Adam Rifkin stashed this in Silicon Valley!
Stashed in: Founders
Canva is the exception, not the norm right now.
Hamish McKenzie tells their story:
That’s what’s remarkable about Canva’s recent $3 million seed round, which includes a list of investors that, for the most part, have California addresses, including Bill Tai of Charles River Ventures and Lars Rasmussen, Facebook’s director of engineering and a founder of Google Maps. The Sydney-based collaborative design startup which is still in stealth mode got its funding break as a result of a single five-minute meeting with Tai.

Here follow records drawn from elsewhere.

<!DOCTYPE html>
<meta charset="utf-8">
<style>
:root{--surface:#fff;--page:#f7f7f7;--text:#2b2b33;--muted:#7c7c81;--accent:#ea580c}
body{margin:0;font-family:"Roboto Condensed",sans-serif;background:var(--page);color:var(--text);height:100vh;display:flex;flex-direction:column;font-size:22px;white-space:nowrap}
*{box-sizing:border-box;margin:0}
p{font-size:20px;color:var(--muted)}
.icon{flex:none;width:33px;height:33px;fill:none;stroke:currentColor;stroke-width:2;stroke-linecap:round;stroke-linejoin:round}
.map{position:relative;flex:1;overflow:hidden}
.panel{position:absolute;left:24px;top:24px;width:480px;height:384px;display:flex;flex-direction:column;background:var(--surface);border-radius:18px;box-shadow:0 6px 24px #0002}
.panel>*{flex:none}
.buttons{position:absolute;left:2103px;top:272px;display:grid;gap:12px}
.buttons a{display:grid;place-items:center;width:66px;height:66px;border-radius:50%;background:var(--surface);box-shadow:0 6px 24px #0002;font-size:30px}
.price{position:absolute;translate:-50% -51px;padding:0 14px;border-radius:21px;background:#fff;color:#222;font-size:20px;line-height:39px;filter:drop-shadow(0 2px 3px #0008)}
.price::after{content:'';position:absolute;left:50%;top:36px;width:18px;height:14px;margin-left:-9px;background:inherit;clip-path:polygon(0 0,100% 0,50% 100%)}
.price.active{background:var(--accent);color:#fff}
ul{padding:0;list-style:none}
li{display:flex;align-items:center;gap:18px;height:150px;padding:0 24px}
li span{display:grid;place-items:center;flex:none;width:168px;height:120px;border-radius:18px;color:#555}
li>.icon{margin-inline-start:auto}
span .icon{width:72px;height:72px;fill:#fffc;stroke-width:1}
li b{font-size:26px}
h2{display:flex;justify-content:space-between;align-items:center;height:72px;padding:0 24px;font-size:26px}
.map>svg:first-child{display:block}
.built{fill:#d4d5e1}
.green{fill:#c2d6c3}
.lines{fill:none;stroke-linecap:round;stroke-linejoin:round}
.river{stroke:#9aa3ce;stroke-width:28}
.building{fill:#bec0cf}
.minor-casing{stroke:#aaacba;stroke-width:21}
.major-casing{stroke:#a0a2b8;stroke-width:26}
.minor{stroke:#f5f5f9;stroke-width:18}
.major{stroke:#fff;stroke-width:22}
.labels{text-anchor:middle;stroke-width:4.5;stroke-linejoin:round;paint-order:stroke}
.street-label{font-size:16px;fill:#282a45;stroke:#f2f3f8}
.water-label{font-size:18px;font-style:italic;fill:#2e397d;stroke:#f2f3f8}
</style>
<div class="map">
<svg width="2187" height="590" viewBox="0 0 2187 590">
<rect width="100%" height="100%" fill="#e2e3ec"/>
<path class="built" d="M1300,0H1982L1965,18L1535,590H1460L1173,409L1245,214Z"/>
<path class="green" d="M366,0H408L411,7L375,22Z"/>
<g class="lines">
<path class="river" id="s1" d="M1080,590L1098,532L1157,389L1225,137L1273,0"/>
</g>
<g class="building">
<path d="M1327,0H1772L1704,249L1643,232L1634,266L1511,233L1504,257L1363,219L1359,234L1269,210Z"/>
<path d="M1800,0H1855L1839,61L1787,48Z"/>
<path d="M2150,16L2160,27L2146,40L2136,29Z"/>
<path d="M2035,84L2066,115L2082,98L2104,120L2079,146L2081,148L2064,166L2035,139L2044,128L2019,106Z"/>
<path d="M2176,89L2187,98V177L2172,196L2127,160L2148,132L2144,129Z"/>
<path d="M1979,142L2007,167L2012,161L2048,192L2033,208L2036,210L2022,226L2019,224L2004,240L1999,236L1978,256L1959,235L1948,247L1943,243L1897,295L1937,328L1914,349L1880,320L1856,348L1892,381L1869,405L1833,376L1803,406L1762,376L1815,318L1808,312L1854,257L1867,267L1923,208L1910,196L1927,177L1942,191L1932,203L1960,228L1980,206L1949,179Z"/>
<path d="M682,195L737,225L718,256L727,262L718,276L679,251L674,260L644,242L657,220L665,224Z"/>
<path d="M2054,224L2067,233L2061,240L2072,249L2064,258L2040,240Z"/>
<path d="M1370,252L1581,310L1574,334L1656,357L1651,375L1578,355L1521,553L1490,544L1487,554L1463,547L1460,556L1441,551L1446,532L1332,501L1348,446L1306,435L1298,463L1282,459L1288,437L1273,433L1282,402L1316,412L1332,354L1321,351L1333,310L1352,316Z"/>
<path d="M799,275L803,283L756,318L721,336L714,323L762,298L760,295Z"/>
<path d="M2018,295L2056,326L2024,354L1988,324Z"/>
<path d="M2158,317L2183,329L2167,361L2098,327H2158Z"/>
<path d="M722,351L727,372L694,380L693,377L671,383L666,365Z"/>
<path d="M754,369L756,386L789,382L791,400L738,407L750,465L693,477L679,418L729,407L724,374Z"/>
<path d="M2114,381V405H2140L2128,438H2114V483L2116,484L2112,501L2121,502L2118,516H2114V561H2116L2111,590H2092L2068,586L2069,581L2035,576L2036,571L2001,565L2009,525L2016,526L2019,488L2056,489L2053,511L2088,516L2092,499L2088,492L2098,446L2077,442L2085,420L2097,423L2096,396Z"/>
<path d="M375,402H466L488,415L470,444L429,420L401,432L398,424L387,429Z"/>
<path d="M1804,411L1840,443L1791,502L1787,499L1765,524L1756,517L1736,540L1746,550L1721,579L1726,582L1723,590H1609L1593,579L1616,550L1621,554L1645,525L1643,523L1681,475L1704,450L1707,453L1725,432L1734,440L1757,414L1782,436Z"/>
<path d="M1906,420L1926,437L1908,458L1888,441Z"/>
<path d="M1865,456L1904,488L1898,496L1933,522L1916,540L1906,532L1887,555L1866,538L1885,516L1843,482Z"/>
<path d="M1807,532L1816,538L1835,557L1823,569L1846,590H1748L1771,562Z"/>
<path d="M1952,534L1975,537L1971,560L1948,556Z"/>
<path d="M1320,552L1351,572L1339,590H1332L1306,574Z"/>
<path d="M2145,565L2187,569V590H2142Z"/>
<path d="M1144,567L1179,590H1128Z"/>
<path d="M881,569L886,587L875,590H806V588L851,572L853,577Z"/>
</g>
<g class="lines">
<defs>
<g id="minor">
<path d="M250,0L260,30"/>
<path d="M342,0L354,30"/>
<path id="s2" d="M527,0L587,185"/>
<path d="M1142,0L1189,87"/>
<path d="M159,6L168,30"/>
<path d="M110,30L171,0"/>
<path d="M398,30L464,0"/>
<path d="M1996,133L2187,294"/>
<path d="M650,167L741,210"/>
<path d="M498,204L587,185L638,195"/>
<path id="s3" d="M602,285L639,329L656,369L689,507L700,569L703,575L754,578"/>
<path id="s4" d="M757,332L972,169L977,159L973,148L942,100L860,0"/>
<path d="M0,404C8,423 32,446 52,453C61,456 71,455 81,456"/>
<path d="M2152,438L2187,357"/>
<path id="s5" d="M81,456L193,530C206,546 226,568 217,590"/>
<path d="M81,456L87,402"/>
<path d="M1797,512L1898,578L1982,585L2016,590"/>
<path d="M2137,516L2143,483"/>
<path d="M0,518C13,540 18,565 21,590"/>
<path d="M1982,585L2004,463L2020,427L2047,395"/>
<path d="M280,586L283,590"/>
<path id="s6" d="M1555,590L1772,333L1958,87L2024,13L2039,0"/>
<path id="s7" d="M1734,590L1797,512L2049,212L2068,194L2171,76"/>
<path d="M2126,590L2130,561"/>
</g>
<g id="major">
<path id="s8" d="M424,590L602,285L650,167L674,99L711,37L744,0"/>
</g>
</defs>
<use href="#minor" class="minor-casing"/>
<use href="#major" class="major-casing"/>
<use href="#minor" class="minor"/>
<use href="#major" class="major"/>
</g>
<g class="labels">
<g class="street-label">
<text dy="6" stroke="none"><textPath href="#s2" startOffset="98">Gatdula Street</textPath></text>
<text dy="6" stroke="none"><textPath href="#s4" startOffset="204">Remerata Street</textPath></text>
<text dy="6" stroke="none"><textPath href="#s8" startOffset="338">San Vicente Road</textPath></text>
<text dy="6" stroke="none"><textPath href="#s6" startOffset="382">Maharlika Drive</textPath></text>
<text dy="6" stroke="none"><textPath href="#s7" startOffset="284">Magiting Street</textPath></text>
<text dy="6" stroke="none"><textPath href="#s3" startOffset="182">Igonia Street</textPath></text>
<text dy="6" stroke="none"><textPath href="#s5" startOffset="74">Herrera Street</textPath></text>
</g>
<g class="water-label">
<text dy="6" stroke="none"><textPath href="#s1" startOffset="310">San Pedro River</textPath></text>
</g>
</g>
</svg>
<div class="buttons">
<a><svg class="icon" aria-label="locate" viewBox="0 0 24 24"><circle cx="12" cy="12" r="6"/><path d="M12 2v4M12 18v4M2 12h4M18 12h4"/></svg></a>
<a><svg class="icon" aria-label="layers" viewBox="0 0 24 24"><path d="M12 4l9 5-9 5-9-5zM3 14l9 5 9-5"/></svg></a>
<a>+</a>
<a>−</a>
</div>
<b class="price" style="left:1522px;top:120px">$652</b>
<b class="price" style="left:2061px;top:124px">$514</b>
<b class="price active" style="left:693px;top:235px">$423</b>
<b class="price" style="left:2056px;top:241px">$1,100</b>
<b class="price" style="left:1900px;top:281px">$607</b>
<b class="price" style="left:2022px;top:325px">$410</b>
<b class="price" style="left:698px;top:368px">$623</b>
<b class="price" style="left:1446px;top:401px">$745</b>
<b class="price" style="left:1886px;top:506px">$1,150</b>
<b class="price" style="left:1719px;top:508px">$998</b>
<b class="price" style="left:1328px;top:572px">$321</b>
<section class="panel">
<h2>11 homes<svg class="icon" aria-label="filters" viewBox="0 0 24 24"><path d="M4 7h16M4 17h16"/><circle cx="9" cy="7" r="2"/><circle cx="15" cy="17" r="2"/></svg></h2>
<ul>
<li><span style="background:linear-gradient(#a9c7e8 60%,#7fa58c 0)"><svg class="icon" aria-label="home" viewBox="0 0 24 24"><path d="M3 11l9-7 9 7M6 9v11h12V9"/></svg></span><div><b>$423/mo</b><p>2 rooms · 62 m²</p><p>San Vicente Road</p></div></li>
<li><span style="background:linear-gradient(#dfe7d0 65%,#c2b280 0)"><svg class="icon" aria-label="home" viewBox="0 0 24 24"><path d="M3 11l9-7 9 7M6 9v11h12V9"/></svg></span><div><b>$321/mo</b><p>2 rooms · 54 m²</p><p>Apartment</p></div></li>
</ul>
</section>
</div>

Canva co-founder and CEO Melanie Perkins first met Tai, briefly, in 2011, at the tail end of her involvement with her first startup, Fusion Books, an online platform that provides design tools for publishing yearbooks. It is now Australia’s largest yearbook company and has since expanded to New Zealand and France. Fusion Books was based in Perth, where Perkins and co-founder Cliff Obrecht were living and had started the company straight out of university. As a result of their first encounter, Tai invited Perkins and Obrecht to his kiteboarding group and investor meetup event MaiTai, which visits Perth every year.
At MaiTai, the young founders gave what Perkins gave as their “worst pitch ever,” which involved a hurried and unrehearsed presentation to one investor. It didn’t go over so well, so they spent all night revising their pitch deck, a process that would eventually come to involve hundreds of iterations and sharpening their spiel. The work paid off.
It made me curious: What does Canva do?
"Help amateur users design Facebook cover photos, new business cards, presents, menus, and brochures."
Better than nothing:
http://pandawhale.com/post/1241/silicon-valleys-hottest-new-startup-idea-nothing
meh
Meh?
Notes:
1. Canva founder Melanie Perkins had previously met lead investor Bill Tai of Charles River Ventures two years ago.
2. Once Bill Tai announced his intention to be the lead investor, lots of angels were happy to follow him.
3. One of those angels, Lars Rasmussen of Facebook, made introductions to several other venture firms, including InterWest, Matrix, and Square Peg.
So what's the moral of the story for seed stage startups?
1. FIND A LEAD INVESTOR. Without a lead, there can be no followers.
2. Remember that CANVA IS THE EXCEPTION. Most startups do not raise money this way.